## The task:
Once the line containing "filter:drop-shadow(2px 0 #3a4b6f)" has been printed, stop; print every line before it exactly, starting at the top of the material below.

## Supplied data:

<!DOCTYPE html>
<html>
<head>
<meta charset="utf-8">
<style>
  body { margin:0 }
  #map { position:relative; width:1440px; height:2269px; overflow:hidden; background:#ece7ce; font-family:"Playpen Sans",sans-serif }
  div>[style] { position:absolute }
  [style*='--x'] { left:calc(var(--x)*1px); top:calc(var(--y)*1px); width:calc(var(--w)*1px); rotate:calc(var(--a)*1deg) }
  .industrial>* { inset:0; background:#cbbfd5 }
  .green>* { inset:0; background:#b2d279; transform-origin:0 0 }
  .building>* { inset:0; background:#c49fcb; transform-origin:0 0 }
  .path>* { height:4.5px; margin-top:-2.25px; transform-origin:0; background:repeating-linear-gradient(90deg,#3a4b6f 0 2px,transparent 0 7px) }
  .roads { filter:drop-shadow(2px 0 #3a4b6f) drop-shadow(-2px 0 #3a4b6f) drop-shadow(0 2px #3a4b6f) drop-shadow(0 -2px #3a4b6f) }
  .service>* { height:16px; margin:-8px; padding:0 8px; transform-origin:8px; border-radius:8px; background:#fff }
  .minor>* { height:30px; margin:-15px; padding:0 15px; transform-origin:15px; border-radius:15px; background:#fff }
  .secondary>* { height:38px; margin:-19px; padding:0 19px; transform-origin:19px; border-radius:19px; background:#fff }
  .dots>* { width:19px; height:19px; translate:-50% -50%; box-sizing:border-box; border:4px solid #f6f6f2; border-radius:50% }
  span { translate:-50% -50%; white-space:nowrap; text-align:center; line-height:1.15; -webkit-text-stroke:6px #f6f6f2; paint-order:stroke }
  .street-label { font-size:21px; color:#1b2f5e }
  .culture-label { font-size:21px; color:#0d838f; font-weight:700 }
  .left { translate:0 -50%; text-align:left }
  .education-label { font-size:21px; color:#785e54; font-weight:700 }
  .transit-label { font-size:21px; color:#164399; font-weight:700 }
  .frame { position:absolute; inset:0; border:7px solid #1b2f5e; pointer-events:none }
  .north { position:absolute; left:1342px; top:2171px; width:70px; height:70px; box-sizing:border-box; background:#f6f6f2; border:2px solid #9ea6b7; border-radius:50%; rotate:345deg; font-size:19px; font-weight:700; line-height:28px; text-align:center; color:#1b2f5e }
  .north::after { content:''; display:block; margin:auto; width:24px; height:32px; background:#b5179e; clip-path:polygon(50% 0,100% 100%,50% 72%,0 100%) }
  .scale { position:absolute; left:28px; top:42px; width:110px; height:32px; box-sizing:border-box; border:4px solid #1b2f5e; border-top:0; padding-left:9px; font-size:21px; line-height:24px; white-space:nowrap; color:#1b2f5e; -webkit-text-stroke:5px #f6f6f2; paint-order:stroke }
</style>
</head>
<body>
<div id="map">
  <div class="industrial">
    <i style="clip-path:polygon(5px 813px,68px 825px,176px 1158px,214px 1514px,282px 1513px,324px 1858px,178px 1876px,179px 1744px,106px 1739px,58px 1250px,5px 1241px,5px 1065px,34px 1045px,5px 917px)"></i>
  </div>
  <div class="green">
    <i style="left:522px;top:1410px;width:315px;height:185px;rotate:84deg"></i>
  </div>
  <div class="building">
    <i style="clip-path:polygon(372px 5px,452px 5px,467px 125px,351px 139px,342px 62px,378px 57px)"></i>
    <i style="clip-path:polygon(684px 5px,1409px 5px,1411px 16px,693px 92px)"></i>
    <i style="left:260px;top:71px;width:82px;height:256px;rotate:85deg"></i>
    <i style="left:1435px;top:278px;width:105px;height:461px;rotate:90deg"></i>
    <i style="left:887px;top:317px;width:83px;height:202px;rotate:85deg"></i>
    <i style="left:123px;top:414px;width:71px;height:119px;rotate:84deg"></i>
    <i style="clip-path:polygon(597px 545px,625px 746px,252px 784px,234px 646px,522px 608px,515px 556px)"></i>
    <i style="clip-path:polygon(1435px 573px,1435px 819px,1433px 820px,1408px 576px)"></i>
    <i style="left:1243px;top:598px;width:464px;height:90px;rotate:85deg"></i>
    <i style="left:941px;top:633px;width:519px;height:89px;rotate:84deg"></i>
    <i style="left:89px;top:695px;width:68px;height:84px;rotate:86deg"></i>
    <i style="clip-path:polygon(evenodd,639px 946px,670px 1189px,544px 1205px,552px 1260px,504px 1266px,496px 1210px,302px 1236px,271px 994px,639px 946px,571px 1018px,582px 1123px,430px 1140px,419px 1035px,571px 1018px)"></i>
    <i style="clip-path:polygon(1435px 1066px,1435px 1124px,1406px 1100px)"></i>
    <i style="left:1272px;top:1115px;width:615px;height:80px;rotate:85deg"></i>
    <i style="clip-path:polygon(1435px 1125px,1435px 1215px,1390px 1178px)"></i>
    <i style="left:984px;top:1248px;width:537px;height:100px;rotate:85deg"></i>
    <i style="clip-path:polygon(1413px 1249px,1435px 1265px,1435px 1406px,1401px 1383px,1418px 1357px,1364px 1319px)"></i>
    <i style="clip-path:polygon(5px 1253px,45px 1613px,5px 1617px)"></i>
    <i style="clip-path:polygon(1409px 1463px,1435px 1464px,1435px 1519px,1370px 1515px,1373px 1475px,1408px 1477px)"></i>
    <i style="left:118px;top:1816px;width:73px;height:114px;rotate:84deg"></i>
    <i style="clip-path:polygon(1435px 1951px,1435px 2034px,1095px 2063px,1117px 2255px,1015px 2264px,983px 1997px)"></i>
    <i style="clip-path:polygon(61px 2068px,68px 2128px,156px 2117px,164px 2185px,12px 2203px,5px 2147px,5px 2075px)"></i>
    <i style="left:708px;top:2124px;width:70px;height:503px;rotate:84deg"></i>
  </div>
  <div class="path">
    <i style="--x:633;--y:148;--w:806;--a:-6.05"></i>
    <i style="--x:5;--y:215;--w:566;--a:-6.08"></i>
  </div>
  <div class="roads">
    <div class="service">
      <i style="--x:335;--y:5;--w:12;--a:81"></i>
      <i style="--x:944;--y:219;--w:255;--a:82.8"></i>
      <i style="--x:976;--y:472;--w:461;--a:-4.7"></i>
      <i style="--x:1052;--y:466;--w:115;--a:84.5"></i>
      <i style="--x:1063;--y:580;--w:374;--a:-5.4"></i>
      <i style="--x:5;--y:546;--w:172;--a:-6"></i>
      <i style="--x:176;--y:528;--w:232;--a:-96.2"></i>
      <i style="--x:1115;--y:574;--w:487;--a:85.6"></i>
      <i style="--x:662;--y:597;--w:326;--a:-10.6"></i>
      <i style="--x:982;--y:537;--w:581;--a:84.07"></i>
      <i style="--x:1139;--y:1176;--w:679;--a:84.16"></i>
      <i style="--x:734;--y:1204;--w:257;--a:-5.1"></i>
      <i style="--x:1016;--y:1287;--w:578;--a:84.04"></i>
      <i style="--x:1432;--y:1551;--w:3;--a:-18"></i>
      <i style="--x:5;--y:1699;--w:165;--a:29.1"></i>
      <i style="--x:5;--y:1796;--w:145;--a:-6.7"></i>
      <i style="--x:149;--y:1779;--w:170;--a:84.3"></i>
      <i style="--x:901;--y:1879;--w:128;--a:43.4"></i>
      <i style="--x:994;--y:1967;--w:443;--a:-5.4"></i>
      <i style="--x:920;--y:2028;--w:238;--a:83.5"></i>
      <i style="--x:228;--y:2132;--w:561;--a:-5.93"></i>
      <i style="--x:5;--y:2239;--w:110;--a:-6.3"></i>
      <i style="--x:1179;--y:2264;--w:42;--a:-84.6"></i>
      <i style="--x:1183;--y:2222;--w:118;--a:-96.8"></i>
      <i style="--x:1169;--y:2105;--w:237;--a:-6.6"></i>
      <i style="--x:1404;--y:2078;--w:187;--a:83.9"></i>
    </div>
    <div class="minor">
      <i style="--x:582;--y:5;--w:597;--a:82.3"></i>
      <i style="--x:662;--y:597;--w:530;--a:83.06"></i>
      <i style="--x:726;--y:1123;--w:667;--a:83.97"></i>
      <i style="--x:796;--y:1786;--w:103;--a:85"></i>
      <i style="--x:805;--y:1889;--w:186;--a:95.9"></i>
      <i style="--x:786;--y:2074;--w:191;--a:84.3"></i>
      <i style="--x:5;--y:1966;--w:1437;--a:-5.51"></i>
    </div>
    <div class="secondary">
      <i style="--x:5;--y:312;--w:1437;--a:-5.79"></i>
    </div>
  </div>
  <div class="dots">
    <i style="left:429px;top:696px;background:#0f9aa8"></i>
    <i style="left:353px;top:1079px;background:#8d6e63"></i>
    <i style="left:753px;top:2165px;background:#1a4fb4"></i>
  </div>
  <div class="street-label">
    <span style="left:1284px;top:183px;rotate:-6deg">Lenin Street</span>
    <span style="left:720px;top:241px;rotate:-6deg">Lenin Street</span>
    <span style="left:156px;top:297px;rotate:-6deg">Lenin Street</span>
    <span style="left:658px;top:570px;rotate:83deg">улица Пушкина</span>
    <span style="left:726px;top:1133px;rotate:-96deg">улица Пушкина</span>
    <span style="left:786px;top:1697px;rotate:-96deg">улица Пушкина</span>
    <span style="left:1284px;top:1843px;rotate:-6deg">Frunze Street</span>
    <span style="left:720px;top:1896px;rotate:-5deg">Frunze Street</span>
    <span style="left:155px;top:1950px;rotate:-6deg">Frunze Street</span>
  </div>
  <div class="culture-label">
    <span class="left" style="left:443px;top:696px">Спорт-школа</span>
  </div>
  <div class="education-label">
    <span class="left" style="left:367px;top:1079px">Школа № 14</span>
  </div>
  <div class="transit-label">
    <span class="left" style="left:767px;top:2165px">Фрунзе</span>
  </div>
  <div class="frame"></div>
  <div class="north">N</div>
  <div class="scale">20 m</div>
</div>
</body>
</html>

## Exercise result:
<!DOCTYPE html>
<html>
<head>
<meta charset="utf-8">
<style>
  body { margin:0 }
  #map { position:relative; width:1440px; height:2269px; overflow:hidden; background:#ece7ce; font-family:"Playpen Sans",sans-serif }
  div>[style] { position:absolute }
  [style*='--x'] { left:calc(var(--x)*1px); top:calc(var(--y)*1px); width:calc(var(--w)*1px); rotate:calc(var(--a)*1deg) }
  .industrial>* { inset:0; background:#cbbfd5 }
  .green>* { inset:0; background:#b2d279; transform-origin:0 0 }
  .building>* { inset:0; background:#c49fcb; transform-origin:0 0 }
  .path>* { height:4.5px; margin-top:-2.25px; transform-origin:0; background:repeating-linear-gradient(90deg,#3a4b6f 0 2px,transparent 0 7px) }
  .roads { filter:drop-shadow(2px 0 #3a4b6f) drop-shadow(-2px 0 #3a4b6f) drop-shadow(0 2px #3a4b6f) drop-shadow(0 -2px #3a4b6f) }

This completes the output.